**What to do:**
Filter the data below for the string "column" and copy each matching line.

**Records to process:**
►
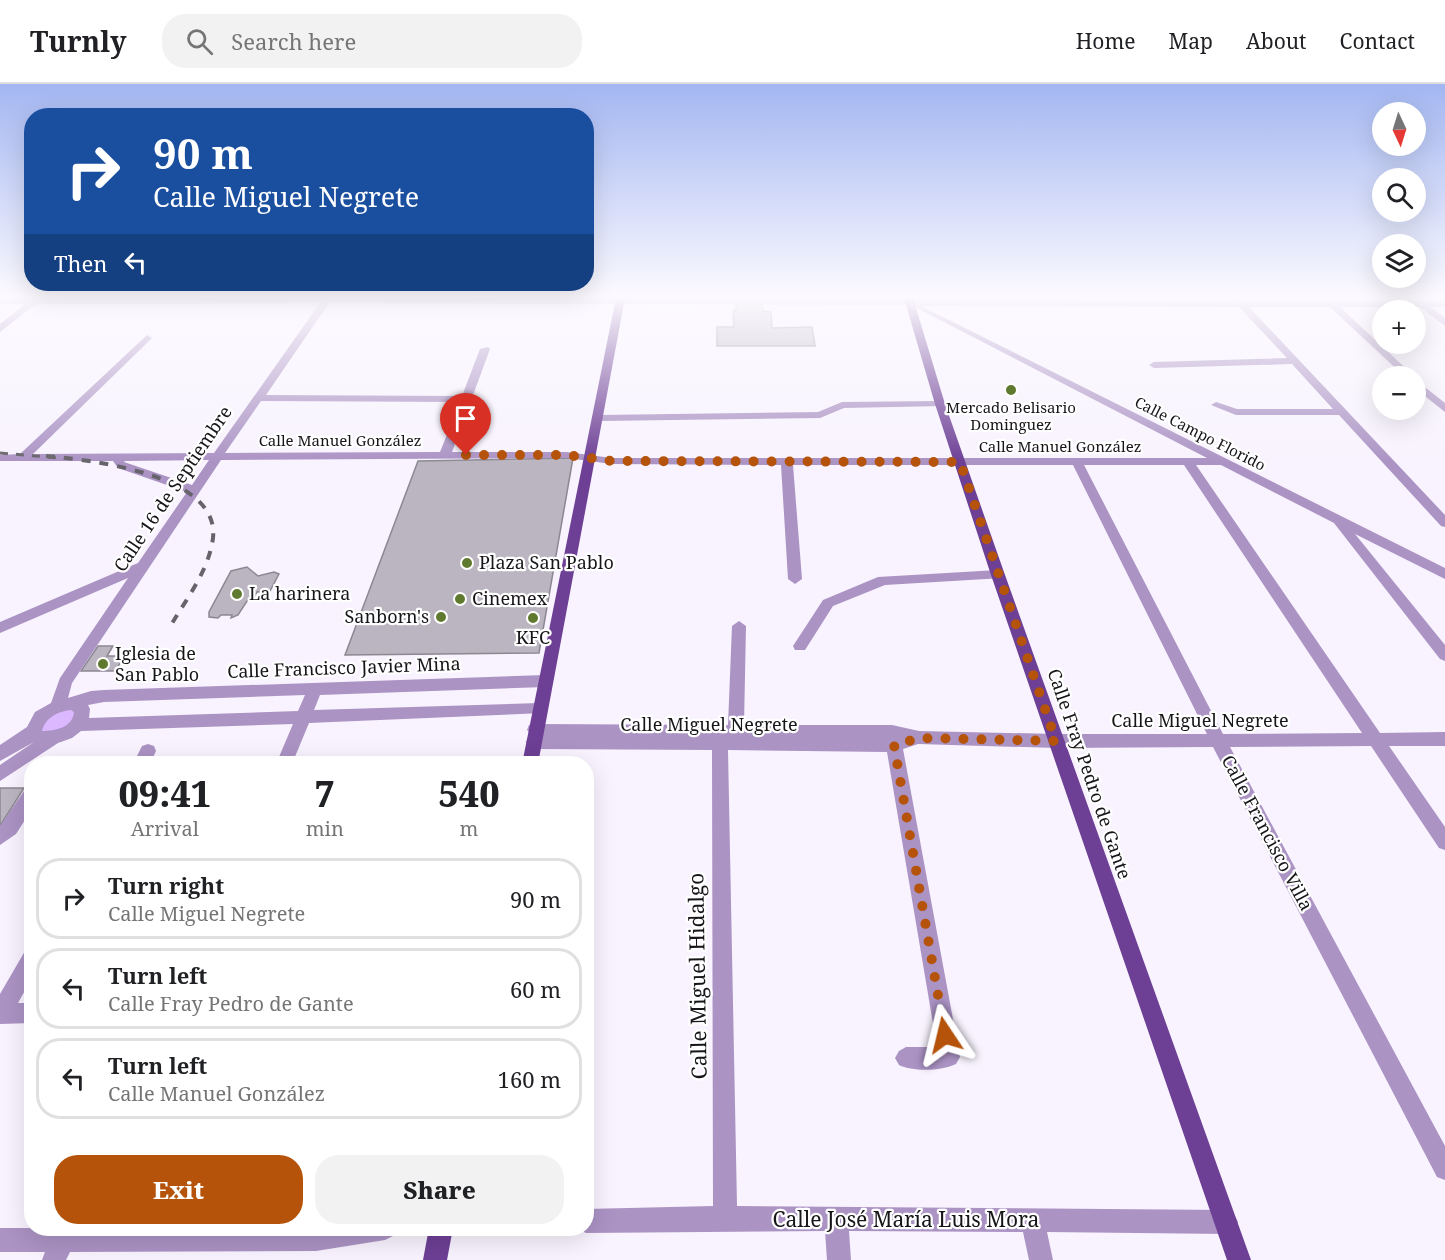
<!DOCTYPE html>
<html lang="en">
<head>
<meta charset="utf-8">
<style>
  :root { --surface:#fff; --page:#f2f2f2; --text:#202124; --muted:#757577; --line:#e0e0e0; --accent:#b45309 }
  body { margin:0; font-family:"Noto Serif",serif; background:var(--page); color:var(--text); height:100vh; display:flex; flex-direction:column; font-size:22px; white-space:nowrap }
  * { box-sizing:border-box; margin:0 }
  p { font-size:20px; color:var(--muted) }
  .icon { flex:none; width:33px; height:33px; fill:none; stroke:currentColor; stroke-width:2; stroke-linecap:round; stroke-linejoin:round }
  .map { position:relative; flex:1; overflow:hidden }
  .details { position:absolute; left:24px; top:672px; width:570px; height:480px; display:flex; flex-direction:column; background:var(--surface); border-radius:24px; box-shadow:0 6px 24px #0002 }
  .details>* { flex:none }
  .banner { position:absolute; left:24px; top:24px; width:570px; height:183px; border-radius:24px; box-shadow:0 6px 24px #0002; background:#1a4fa0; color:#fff; overflow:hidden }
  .needle { width:39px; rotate:176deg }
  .buttons { position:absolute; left:1372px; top:18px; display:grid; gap:12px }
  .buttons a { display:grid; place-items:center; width:54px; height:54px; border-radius:50%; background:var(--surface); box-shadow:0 6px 24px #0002; font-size:30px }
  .pin { position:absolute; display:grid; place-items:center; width:51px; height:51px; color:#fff; margin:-62px -26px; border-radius:50% 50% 50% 0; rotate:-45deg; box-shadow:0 0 6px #0007 }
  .pin .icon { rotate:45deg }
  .me { position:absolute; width:66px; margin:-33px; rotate:350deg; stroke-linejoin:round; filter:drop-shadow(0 0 4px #0008) }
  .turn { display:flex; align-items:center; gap:21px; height:126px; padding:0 30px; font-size:27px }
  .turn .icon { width:78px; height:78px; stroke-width:2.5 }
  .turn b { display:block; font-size:42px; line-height:51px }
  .then { display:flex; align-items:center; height:57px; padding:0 30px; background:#0003; gap:12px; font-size:22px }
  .eta { display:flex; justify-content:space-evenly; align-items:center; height:102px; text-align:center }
  .eta b { font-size:36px; font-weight:800; line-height:42px }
  .primary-button { display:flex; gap:12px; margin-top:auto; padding:12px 30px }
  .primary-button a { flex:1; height:69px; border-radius:24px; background:var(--accent); color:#fff; font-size:24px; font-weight:800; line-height:69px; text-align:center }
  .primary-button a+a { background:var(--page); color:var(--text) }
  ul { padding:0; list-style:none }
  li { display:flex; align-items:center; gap:18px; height:81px; margin:0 12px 9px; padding:0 18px; border:3px solid var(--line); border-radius:24px }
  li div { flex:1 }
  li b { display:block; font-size:22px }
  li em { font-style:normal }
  header { display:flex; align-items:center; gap:36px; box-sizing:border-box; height:84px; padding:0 30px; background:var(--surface); border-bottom:2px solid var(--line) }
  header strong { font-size:28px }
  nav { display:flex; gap:33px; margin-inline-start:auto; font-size:21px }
  .search { width:420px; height:54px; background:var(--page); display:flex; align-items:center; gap:15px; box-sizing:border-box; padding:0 21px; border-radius:24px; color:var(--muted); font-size:22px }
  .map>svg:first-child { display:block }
  .water { fill:#dbb8ff }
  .building { fill:#bab5c0; stroke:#8c8892; stroke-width:1.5 }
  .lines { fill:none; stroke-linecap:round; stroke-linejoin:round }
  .minor { fill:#ab93c4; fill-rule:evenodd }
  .major { fill:#6d3f95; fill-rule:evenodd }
  .rail-far1 { stroke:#66636a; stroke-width:3; stroke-dasharray:8 8; stroke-linecap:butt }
  .rail { stroke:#66636a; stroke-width:4; stroke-dasharray:9 9; stroke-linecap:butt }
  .route { stroke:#b45309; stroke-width:10; stroke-dasharray:0 18 }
  .poi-dot { fill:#5f7a2e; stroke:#fff; stroke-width:2 }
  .labels { text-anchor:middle; stroke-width:4.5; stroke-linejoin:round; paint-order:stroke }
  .far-poi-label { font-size:15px; fill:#171519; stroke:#fff }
  .far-street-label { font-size:15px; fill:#171519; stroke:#fff }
  .street-label { font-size:18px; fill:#171519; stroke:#fff }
  .poi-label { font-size:18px; fill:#171519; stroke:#fff; text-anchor:start }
  .near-street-label { font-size:21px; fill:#171519; stroke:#fff }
</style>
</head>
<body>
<header>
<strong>Turnly</strong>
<div class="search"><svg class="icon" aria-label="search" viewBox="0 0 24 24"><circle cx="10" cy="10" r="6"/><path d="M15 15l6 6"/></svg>Search here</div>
<nav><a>Home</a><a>Map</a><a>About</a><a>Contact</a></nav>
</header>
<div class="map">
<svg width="1445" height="1176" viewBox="0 0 1445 1176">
  <rect width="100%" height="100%" fill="#f8f3fe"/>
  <path class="water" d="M73,620L81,636L43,654L35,641Z"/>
  <path class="building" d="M736,220H762L763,227L771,228L772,244L812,243L815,262H717V243H734L733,227H736Z
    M573,374L539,569L345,571L418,377Z
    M247,483L258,492L274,488L279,490L270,507L257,508L254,513L251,511L238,531L231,534L232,531H221L218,534L209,533V528L231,487Z
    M98,562H113L107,572H125L115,587H81Z
    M0,704H24L0,742Z"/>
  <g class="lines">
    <path class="minor" d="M0,214H698L1235,217L1239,214L1244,217H1445V223H1431L1445,234V242L1420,223H1340L1414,292H1404L1330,223H1249L1445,431V443L1441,442L1339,331H1236L1211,321L1216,318L1237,325H1333L1292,280L1154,284L1149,281L1154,278L1287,274L1239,223L921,222L1445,484V495L1355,450L1445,561V577L1440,575L1334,439L1221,381H1196L1380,649L1445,648V662H1389L1445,743V766L1439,764L1371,662L1230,663L1445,1062V1096L1437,1093L1213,663L1057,664L918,660L903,665L960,973L956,980C942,987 913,988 899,981L895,974L899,967L906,963H937L887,668L728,666L737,1122L1226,1126L1234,1130L1238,1138L1234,1146L1226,1150L1047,1148L1053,1176H1029L1023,1148L849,1147L851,1176H827L825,1147L586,1149L578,1145L586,1144V1125L713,1122L712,666L534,665L528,663L526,658L528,653L533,652L527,646L529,641L535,640L728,641L732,542L739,537L746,542L744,641H892L919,647L1057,650H1207L1073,381H793L802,495L795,500L788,495L781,381L612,380L567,374L221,376L72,599L68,614L91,607L104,606L545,591L550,593L553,597L550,601L545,603L320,611L314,626L539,619L545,621L547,625L545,629L309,639L292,680H276L293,640L81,647L72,654L58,659L0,697V681L34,658L0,677V661L27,643L35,628L51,619L60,594L128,494L0,549V538L138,479L187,408L118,384L113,377H0V371L20,370L147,251L152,254L150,256L33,370L214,369L320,219L36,220L0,248V240L25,220H0ZM329,219L911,221L1207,374H612L567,368H452L490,265L488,263L480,265L462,312L266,311ZM261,317L460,318L440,368L225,369ZM209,376L192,401L124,378L125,377ZM1084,381H1184L1362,649L1223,650ZM305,611L298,627L89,634L90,625L88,621L104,618ZM71,626L74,628C73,643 56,647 42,647C45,634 58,627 71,626Z
      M1416,296L1445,319V328L1416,305Z
      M940,317L944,318V322L844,324L820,334L599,337L594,334L599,331L818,328L842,318Z
      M998,486L1003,488L1005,491L1003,494L885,501L833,522L805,566H795L793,562L823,516L878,493Z
      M148,660L154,662L156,667L150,680H133L142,662Z
      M32,702V725L16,750L0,761V742L26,704Z
      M32,864V894L18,919H32V939L0,940V910L25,867Z
      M0,1144H397L393,1152L385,1156L316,1167L70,1168L66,1176H42L45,1168H0Z"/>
    <path class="major" d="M616,214H625L538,680H522Z
      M904,214H913L945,320L1005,491L1251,1176H1227L991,491L935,320Z
      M429,1144H453L447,1176H423Z"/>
    <path class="rail-far1" d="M0,369L60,374"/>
    <path class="rail" d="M46,372C91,376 220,390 213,454C209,486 187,514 171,541"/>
  </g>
  <linearGradient id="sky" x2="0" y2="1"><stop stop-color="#a3b6f1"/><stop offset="0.56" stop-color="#fcfaff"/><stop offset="1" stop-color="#fcfaff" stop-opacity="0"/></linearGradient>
  <rect width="1445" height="379" fill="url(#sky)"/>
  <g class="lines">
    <path class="route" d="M466,371H567L612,377L960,378L1056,657L920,654L894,661L945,951"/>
  </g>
  <g class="poi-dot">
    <circle cx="1011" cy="306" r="6"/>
    <circle cx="467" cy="479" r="6"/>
    <circle cx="237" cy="510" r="6"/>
    <circle cx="460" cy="515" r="6"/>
    <circle cx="441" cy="533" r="6"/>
    <circle cx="533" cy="534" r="6"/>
    <circle cx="103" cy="580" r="6"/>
  </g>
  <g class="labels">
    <g class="far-poi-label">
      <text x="1011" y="329">Mercado Belisario<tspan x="1011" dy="17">Dominguez</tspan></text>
    </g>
    <g class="far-street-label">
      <text transform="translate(1200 350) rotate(27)" y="5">Calle Campo Florido</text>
      <text x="340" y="362">Calle Manuel González</text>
      <text x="1060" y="368">Calle Manuel González</text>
    </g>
    <g class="street-label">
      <text transform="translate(173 405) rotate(-56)" y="6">Calle 16 de Septiembre</text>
      <text transform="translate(344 584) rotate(-2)" y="6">Calle Francisco Javier Mina</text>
      <text x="1200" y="643">Calle Miguel Negrete</text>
      <text x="709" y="647">Calle Miguel Negrete</text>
      <text transform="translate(1089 690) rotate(71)" y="6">Calle Fray Pedro de Gante</text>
      <text transform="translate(1267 749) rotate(62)" y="6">Calle Francisco Villa</text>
    </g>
    <g class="poi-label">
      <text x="479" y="485">Plaza San Pablo</text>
      <text x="249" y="516">La harinera</text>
      <text x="472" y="521">Cinemex</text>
      <text x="429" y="539" text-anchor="end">Sanborn's</text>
      <text x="533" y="560" text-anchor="middle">KFC</text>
      <text x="115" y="576">Iglesia de<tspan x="115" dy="21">San Pablo</tspan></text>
    </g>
    <g class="near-street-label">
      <text transform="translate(698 892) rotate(-91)" y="7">Calle Miguel Hidalgo</text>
      <text x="906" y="1143">Calle José María Luis Mora</text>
    </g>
  </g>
</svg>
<div class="buttons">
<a><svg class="needle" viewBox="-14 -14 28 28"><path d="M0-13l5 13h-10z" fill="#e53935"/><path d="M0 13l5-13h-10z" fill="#757577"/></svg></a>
<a><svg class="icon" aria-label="search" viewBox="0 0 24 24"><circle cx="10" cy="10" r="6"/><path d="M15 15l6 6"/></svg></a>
<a><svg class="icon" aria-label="layers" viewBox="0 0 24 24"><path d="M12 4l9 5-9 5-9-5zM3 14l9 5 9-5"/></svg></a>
<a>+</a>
<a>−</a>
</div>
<div class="pin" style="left:466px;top:371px;background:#d93025"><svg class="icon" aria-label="arrive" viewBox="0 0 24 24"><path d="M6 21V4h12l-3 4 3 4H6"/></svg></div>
<svg class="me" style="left:945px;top:951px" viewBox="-20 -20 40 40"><path d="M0-17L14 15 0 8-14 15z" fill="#b45309" stroke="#fff" stroke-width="4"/></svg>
<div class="banner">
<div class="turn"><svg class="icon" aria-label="right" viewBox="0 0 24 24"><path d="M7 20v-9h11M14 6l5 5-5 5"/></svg><div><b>90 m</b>Calle Miguel Negrete</div></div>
<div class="then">Then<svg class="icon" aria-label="left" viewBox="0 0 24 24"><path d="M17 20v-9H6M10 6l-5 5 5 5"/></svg></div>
</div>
<section class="details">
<div class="eta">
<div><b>09:41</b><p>Arrival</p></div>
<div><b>7</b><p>min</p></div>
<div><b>540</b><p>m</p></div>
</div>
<ul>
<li><svg class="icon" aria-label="right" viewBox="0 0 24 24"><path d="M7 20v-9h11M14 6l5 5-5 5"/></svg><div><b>Turn right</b><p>Calle Miguel Negrete</p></div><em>90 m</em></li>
<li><svg class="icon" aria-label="left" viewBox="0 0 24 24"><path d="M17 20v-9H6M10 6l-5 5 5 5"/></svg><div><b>Turn left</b><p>Calle Fray Pedro de Gante</p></div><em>60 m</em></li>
<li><svg class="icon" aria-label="left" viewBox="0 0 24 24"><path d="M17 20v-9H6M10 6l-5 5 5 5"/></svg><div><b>Turn left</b><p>Calle Manuel González</p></div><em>160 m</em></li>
</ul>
<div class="primary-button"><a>Exit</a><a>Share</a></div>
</section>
</div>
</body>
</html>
◄
**Response for this exercise:**
  body { margin:0; font-family:"Noto Serif",serif; background:var(--page); color:var(--text); height:100vh; display:flex; flex-direction:column; font-size:22px; white-space:nowrap }
  .details { position:absolute; left:24px; top:672px; width:570px; height:480px; display:flex; flex-direction:column; background:var(--surface); border-radius:24px; box-shadow:0 6px 24px #0002 }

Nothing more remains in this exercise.